(EXTRACTED MATERIAL)

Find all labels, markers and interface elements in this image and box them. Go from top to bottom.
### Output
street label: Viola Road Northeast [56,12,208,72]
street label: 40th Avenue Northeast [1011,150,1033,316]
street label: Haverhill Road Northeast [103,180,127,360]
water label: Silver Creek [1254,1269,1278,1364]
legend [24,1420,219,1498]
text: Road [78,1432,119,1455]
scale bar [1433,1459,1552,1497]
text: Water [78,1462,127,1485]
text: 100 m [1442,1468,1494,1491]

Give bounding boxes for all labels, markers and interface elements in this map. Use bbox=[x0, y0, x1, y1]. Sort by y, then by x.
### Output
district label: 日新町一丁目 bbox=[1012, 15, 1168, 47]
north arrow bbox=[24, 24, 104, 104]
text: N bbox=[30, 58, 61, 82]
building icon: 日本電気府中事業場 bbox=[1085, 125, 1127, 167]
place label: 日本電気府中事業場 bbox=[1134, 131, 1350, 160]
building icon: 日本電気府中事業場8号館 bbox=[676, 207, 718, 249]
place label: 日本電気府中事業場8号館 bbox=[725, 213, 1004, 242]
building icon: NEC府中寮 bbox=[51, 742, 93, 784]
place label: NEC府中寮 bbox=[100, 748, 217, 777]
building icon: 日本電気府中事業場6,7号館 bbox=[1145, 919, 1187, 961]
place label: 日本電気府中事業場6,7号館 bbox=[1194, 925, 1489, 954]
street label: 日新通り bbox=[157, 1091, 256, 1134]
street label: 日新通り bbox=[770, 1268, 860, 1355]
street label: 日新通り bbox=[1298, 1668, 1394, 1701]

(End EXTRACTED MATERIAL)

§ **WHAT NEEDS TO BE DONE**
Each entry above should be written again exactly.

§ **RESULT**
Find all labels, markers and interface elements in this image and box them. Go from top to bottom.
### Output
street label: Viola Road Northeast [56,12,208,72]
street label: 40th Avenue Northeast [1011,150,1033,316]
street label: Haverhill Road Northeast [103,180,127,360]
water label: Silver Creek [1254,1269,1278,1364]
legend [24,1420,219,1498]
text: Road [78,1432,119,1455]
scale bar [1433,1459,1552,1497]
text: Water [78,1462,127,1485]
text: 100 m [1442,1468,1494,1491]

Give bounding boxes for all labels, markers and interface elements in this map. Use bbox=[x0, y0, x1, y1]. Sort by y, then by x.
### Output
district label: 日新町一丁目 bbox=[1012, 15, 1168, 47]
north arrow bbox=[24, 24, 104, 104]
text: N bbox=[30, 58, 61, 82]
building icon: 日本電気府中事業場 bbox=[1085, 125, 1127, 167]
place label: 日本電気府中事業場 bbox=[1134, 131, 1350, 160]
building icon: 日本電気府中事業場8号館 bbox=[676, 207, 718, 249]
place label: 日本電気府中事業場8号館 bbox=[725, 213, 1004, 242]
building icon: NEC府中寮 bbox=[51, 742, 93, 784]
place label: NEC府中寮 bbox=[100, 748, 217, 777]
building icon: 日本電気府中事業場6,7号館 bbox=[1145, 919, 1187, 961]
place label: 日本電気府中事業場6,7号館 bbox=[1194, 925, 1489, 954]
street label: 日新通り bbox=[157, 1091, 256, 1134]
street label: 日新通り bbox=[770, 1268, 860, 1355]
street label: 日新通り bbox=[1298, 1668, 1394, 1701]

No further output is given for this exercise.